**Exercise:**
Lines of the data that contain the word "this" are the ones to copy.

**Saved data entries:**
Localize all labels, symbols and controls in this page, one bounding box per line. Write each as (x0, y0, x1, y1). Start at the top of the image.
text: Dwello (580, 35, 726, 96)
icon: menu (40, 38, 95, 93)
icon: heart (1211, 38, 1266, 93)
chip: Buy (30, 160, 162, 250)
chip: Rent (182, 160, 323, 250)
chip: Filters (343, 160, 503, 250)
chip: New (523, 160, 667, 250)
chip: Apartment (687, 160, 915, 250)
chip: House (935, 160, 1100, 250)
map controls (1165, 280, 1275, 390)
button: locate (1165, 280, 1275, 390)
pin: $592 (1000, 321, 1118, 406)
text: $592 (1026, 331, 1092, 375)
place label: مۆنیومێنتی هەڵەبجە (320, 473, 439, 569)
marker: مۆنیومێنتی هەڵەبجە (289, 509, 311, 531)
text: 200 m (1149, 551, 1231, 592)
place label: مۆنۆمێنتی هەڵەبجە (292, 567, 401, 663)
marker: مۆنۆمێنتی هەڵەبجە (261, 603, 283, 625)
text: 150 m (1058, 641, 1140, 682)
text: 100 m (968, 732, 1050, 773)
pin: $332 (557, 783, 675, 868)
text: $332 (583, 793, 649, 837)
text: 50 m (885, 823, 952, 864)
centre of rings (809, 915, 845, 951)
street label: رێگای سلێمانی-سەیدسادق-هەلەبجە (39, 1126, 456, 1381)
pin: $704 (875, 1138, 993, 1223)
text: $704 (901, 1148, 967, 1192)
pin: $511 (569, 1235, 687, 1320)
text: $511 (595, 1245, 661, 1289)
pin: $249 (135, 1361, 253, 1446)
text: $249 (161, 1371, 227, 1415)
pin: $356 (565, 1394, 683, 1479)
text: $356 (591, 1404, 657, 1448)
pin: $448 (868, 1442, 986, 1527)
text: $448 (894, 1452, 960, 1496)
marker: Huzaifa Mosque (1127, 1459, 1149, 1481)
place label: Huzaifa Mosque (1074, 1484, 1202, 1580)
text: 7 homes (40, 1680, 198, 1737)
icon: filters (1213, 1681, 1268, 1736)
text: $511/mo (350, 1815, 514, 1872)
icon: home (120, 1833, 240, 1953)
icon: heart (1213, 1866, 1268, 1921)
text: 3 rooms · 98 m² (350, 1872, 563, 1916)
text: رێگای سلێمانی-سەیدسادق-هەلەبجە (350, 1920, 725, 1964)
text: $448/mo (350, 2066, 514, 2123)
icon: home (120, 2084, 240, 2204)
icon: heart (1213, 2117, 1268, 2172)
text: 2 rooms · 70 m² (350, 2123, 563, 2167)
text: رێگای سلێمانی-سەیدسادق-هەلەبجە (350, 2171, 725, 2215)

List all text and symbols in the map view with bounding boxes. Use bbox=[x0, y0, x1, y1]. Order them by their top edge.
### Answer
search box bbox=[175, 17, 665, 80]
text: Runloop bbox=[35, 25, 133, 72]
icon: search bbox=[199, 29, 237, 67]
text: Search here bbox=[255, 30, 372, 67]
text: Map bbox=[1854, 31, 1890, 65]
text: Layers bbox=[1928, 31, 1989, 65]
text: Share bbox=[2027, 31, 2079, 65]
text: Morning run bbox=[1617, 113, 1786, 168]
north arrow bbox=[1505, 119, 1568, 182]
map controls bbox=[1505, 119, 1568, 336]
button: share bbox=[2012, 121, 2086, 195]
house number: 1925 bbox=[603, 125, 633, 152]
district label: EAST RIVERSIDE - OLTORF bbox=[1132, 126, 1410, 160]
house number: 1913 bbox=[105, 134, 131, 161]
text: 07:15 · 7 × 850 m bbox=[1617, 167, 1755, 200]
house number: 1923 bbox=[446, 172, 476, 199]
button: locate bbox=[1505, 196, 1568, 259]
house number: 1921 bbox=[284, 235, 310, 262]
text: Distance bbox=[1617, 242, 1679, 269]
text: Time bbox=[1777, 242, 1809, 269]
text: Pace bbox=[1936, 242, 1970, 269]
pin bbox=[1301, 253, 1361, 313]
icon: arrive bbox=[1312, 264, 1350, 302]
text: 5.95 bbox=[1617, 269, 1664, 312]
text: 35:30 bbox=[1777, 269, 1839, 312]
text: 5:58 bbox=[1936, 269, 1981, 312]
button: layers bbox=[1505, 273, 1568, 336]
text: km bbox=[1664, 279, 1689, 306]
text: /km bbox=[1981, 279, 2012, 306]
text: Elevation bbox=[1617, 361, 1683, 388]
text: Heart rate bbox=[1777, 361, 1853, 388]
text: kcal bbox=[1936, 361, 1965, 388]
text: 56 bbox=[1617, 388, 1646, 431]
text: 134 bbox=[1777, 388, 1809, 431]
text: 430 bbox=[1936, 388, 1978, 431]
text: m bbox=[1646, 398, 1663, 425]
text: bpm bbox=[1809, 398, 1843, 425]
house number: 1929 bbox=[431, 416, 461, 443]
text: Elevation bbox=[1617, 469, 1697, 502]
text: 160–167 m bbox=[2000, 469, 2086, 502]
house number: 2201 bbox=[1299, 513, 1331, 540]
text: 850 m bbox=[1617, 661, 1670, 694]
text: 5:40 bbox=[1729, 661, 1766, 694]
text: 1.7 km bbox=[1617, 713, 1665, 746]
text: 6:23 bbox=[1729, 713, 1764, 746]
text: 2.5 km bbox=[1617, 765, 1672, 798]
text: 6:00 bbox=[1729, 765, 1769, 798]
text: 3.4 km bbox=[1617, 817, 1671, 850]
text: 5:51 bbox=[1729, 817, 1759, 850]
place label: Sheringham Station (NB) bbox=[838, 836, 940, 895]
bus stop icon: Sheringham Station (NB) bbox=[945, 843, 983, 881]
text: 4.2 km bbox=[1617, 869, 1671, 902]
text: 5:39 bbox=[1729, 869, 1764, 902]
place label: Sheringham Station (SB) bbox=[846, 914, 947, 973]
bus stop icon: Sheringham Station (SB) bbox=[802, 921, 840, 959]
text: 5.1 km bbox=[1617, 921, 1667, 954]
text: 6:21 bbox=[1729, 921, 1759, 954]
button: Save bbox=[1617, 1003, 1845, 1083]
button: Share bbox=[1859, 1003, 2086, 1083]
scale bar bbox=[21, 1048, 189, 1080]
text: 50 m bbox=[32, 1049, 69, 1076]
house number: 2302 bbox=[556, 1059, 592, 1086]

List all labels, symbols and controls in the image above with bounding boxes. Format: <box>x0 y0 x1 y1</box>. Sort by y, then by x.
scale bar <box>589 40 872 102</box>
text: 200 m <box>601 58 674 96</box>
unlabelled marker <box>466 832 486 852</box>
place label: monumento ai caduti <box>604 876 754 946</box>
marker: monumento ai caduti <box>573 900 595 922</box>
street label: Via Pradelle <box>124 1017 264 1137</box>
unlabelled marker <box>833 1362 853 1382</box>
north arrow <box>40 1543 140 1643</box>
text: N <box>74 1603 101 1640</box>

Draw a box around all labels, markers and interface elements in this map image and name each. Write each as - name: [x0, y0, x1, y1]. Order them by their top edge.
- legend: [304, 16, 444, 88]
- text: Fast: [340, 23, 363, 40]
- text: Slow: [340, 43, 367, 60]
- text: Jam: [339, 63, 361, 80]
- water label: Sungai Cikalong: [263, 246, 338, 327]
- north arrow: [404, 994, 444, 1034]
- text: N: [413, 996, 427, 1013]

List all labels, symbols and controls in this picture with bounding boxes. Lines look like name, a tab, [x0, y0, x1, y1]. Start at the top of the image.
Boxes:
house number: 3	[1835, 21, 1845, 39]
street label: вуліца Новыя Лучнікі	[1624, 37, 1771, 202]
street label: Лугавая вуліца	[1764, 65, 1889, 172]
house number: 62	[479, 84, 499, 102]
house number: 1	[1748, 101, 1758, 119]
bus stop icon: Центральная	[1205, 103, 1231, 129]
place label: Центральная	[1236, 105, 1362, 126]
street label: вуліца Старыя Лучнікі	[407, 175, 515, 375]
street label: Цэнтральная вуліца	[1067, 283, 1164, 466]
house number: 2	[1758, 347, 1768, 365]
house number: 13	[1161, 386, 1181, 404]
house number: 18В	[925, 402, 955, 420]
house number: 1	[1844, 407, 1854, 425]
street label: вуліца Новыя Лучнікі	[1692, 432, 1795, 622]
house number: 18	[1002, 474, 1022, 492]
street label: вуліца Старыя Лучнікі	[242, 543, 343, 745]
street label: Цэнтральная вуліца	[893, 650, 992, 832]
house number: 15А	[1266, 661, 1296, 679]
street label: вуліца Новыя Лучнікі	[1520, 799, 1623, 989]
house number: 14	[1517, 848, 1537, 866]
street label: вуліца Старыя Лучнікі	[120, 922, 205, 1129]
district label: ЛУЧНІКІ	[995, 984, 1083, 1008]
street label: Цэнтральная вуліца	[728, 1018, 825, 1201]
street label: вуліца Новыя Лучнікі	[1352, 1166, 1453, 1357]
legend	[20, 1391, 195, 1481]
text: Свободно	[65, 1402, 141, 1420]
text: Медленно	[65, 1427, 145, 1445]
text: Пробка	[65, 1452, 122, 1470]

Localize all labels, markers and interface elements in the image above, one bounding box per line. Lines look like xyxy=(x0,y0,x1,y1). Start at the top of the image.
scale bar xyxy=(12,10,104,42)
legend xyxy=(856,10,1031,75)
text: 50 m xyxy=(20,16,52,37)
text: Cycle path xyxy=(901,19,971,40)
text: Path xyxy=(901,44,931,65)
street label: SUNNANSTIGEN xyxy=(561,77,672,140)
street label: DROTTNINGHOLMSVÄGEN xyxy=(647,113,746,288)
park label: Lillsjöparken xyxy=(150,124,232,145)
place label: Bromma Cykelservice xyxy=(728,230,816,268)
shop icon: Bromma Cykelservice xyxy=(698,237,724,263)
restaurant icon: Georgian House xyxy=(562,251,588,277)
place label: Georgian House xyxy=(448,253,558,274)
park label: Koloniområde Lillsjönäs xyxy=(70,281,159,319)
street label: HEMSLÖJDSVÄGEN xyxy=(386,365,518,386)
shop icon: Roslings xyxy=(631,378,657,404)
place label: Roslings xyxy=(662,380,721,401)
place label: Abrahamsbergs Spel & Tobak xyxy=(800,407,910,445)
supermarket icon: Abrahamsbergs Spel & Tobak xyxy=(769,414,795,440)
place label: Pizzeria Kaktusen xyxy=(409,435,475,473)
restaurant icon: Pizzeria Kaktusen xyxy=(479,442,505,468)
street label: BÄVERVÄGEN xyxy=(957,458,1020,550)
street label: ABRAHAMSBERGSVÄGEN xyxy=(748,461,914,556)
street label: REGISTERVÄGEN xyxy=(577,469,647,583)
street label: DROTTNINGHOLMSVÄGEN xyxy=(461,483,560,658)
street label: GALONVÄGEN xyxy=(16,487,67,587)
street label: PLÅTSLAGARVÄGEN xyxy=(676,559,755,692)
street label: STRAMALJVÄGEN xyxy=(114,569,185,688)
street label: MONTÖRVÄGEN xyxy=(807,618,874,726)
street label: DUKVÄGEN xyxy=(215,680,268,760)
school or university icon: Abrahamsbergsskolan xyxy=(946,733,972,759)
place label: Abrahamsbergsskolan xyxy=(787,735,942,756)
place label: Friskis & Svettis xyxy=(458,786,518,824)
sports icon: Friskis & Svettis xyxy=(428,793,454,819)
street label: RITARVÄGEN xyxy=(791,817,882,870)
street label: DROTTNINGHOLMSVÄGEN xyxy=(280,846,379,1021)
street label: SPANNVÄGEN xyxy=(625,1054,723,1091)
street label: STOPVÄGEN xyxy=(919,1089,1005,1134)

**Solved problem:**
Localize all labels, symbols and controls in this page, one bounding box per line. Write each as (x0, y0, x1, y1). Start at the top of the image.
Draw a box around all labels, markers and interface elements in this map image and name each. Write each as - name: [x0, y0, x1, y1]. Order them by their top edge.
List all labels, symbols and controls in this picture with bounding boxes. Lines look like name, a tab, [x0, y0, x1, y1]. Start at the top of the image.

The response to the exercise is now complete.